DATA FOR ANALYSIS:
_ _ _ _ _

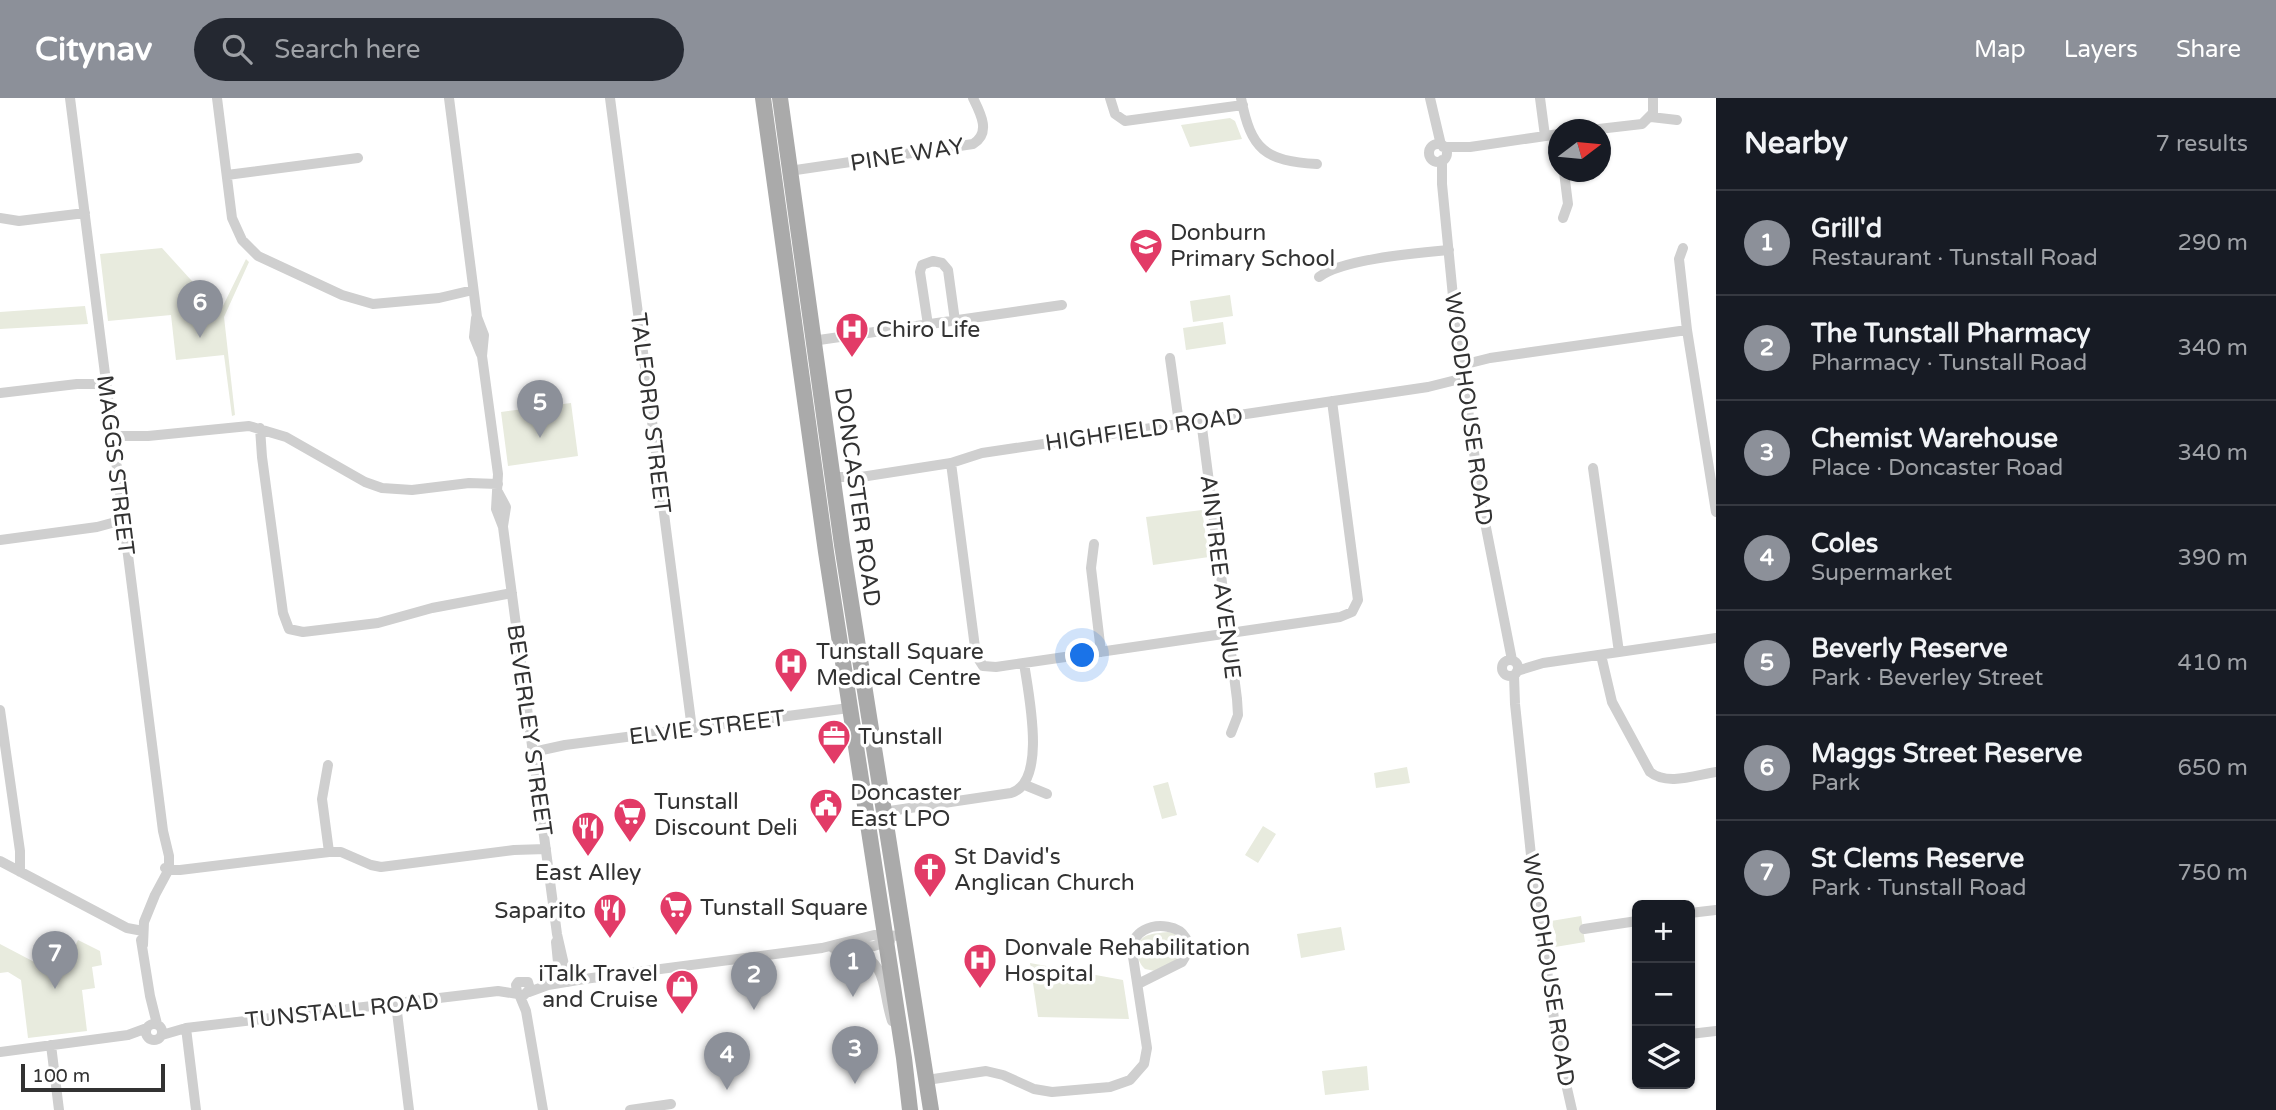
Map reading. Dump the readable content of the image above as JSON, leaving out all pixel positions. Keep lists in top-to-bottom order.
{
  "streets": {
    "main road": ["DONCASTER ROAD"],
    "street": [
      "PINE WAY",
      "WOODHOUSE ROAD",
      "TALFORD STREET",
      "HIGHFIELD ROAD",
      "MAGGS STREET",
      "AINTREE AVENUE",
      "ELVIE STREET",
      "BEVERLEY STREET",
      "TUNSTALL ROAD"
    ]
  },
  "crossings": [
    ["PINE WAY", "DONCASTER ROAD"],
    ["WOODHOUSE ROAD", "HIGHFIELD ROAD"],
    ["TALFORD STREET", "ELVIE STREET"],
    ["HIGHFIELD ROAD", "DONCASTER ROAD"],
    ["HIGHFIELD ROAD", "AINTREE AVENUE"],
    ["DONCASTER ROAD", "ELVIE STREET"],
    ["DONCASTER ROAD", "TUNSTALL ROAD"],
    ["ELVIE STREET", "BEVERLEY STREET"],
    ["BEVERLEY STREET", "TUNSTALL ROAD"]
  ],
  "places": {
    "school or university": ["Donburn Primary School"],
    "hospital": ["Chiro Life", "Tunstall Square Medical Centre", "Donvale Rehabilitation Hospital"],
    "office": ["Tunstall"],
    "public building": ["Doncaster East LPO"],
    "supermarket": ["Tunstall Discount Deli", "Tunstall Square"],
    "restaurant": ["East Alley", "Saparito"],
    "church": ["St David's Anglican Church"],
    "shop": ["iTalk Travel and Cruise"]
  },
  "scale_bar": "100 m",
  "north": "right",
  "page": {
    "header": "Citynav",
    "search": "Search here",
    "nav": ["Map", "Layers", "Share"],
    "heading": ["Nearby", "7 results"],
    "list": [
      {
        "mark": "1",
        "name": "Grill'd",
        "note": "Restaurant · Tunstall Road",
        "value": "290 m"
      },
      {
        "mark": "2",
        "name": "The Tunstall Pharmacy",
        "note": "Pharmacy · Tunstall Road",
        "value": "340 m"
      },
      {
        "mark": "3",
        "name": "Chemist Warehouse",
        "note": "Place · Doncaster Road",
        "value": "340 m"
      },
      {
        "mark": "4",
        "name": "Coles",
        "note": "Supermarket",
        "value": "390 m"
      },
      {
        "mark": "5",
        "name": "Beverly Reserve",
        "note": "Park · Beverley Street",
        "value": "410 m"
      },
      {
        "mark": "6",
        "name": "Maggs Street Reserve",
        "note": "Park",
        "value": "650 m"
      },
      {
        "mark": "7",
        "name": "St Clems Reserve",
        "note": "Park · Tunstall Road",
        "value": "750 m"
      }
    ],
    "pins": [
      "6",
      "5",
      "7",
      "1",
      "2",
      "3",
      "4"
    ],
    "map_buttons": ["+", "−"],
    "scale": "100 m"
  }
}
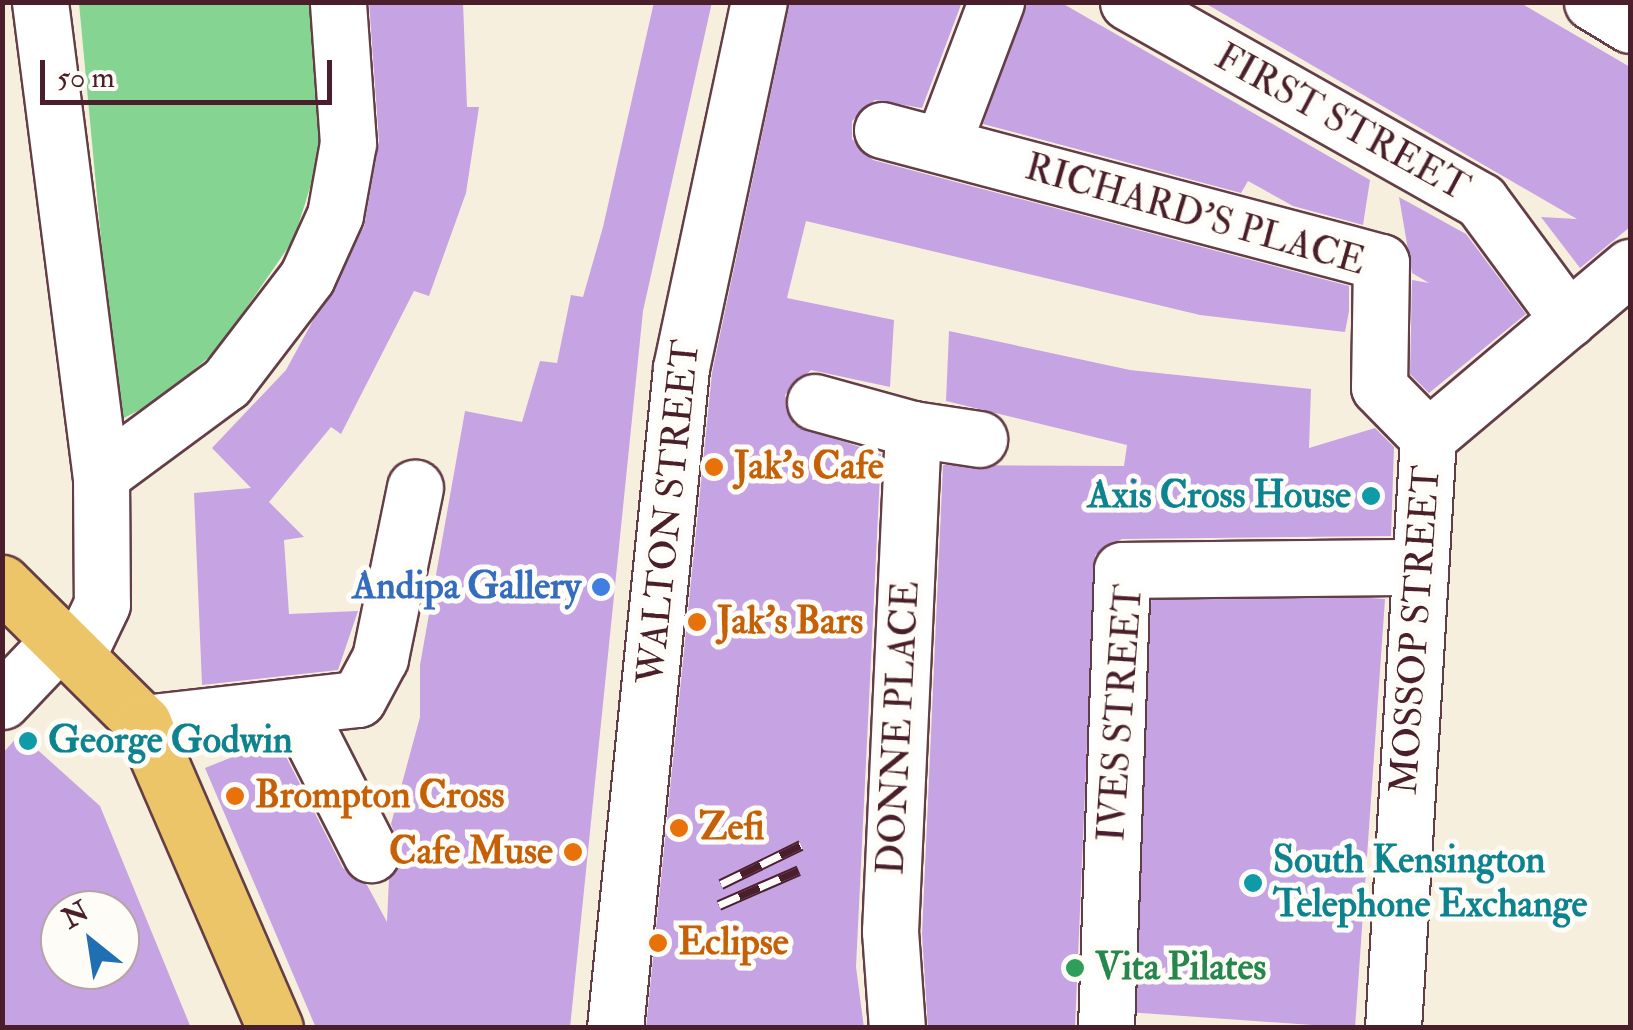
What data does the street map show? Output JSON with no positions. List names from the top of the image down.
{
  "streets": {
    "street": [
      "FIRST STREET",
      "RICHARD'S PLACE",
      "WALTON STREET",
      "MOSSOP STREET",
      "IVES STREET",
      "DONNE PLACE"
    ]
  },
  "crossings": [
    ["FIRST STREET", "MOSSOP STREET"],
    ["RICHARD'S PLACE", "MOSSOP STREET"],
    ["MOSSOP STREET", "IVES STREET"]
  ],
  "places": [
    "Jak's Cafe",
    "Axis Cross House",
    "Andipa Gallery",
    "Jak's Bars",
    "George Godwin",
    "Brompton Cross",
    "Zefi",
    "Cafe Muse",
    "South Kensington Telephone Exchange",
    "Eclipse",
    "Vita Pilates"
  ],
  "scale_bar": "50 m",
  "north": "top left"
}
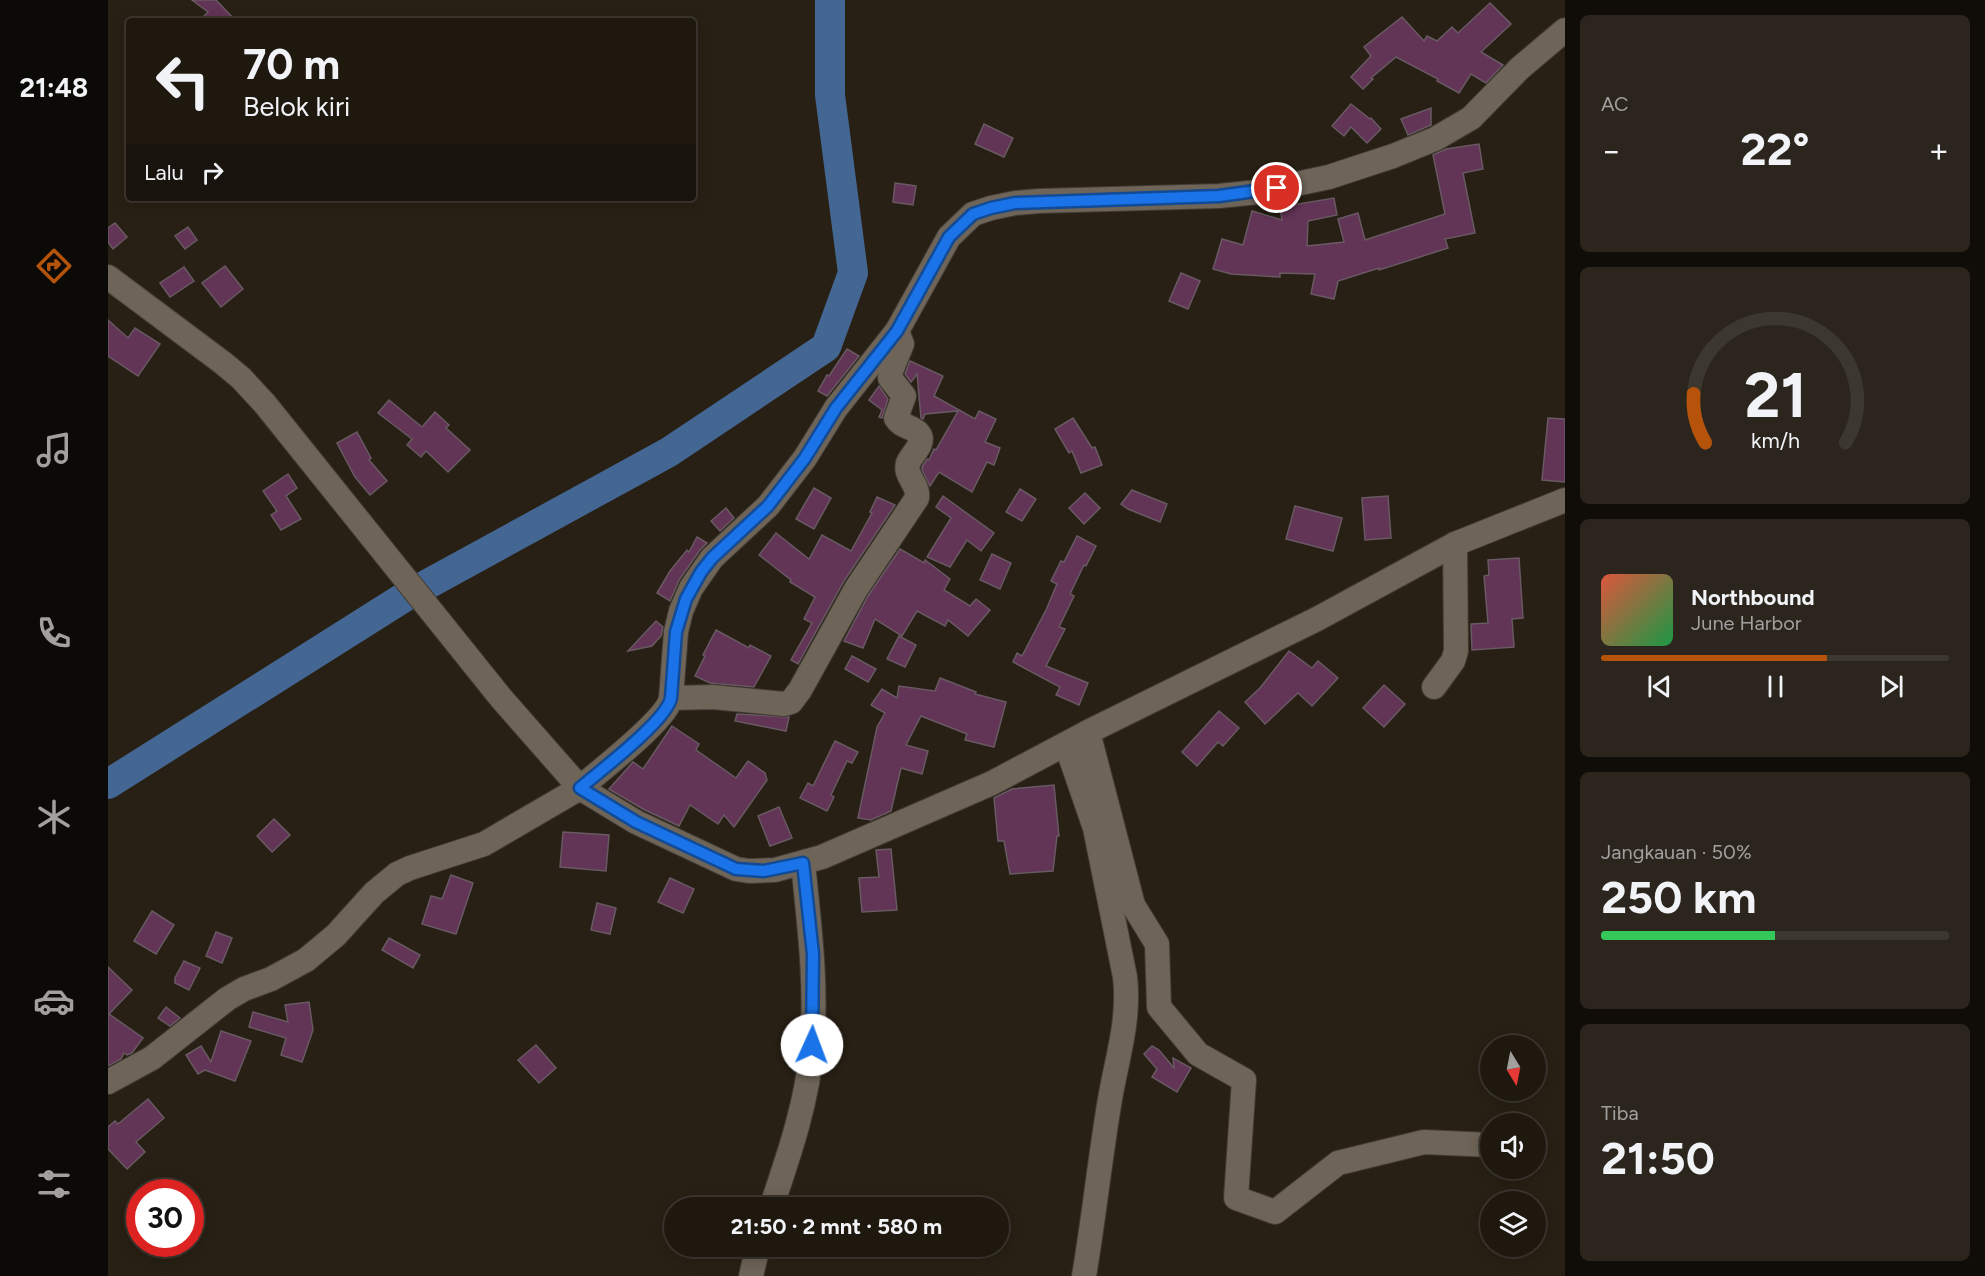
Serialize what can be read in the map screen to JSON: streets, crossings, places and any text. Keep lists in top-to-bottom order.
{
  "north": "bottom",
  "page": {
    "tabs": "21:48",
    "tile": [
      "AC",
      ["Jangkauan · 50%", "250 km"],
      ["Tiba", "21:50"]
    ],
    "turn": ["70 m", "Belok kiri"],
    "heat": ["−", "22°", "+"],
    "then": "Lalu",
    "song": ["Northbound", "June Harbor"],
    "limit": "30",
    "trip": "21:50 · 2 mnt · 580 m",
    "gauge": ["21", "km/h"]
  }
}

_ _ _ _ _

Your copy must match the records above exactly, apart from the pictures, which are excluded.

REPLY:
Map reading. Dump the readable content of the image above as JSON, leaving out all pixel positions. Keep lists in top-to-bottom order.
{
  "streets": {
    "main road": ["DONCASTER ROAD"],
    "street": [
      "PINE WAY",
      "WOODHOUSE ROAD",
      "TALFORD STREET",
      "HIGHFIELD ROAD",
      "MAGGS STREET",
      "AINTREE AVENUE",
      "ELVIE STREET",
      "BEVERLEY STREET",
      "TUNSTALL ROAD"
    ]
  },
  "crossings": [
    ["PINE WAY", "DONCASTER ROAD"],
    ["WOODHOUSE ROAD", "HIGHFIELD ROAD"],
    ["TALFORD STREET", "ELVIE STREET"],
    ["HIGHFIELD ROAD", "DONCASTER ROAD"],
    ["HIGHFIELD ROAD", "AINTREE AVENUE"],
    ["DONCASTER ROAD", "ELVIE STREET"],
    ["DONCASTER ROAD", "TUNSTALL ROAD"],
    ["ELVIE STREET", "BEVERLEY STREET"],
    ["BEVERLEY STREET", "TUNSTALL ROAD"]
  ],
  "places": {
    "school or university": ["Donburn Primary School"],
    "hospital": ["Chiro Life", "Tunstall Square Medical Centre", "Donvale Rehabilitation Hospital"],
    "office": ["Tunstall"],
    "public building": ["Doncaster East LPO"],
    "supermarket": ["Tunstall Discount Deli", "Tunstall Square"],
    "restaurant": ["East Alley", "Saparito"],
    "church": ["St David's Anglican Church"],
    "shop": ["iTalk Travel and Cruise"]
  },
  "scale_bar": "100 m",
  "north": "right",
  "page": {
    "header": "Citynav",
    "search": "Search here",
    "nav": ["Map", "Layers", "Share"],
    "heading": ["Nearby", "7 results"],
    "list": [
      {
        "mark": "1",
        "name": "Grill'd",
        "note": "Restaurant · Tunstall Road",
        "value": "290 m"
      },
      {
        "mark": "2",
        "name": "The Tunstall Pharmacy",
        "note": "Pharmacy · Tunstall Road",
        "value": "340 m"
      },
      {
        "mark": "3",
        "name": "Chemist Warehouse",
        "note": "Place · Doncaster Road",
        "value": "340 m"
      },
      {
        "mark": "4",
        "name": "Coles",
        "note": "Supermarket",
        "value": "390 m"
      },
      {
        "mark": "5",
        "name": "Beverly Reserve",
        "note": "Park · Beverley Street",
        "value": "410 m"
      },
      {
        "mark": "6",
        "name": "Maggs Street Reserve",
        "note": "Park",
        "value": "650 m"
      },
      {
        "mark": "7",
        "name": "St Clems Reserve",
        "note": "Park · Tunstall Road",
        "value": "750 m"
      }
    ],
    "pins": [
      "6",
      "5",
      "7",
      "1",
      "2",
      "3",
      "4"
    ],
    "map_buttons": ["+", "−"],
    "scale": "100 m"
  }
}
What data does the street map show? Output JSON with no positions. List names from the top of the image down.
{
  "streets": {
    "street": [
      "FIRST STREET",
      "RICHARD'S PLACE",
      "WALTON STREET",
      "MOSSOP STREET",
      "IVES STREET",
      "DONNE PLACE"
    ]
  },
  "crossings": [
    ["FIRST STREET", "MOSSOP STREET"],
    ["RICHARD'S PLACE", "MOSSOP STREET"],
    ["MOSSOP STREET", "IVES STREET"]
  ],
  "places": [
    "Jak's Cafe",
    "Axis Cross House",
    "Andipa Gallery",
    "Jak's Bars",
    "George Godwin",
    "Brompton Cross",
    "Zefi",
    "Cafe Muse",
    "South Kensington Telephone Exchange",
    "Eclipse",
    "Vita Pilates"
  ],
  "scale_bar": "50 m",
  "north": "top left"
}
Serialize what can be read in the map screen to JSON: streets, crossings, places and any text. Keep lists in top-to-bottom order.
{
  "north": "bottom",
  "page": {
    "tabs": "21:48",
    "tile": [
      "AC",
      ["Jangkauan · 50%", "250 km"],
      ["Tiba", "21:50"]
    ],
    "turn": ["70 m", "Belok kiri"],
    "heat": ["−", "22°", "+"],
    "then": "Lalu",
    "song": ["Northbound", "June Harbor"],
    "limit": "30",
    "trip": "21:50 · 2 mnt · 580 m",
    "gauge": ["21", "km/h"]
  }
}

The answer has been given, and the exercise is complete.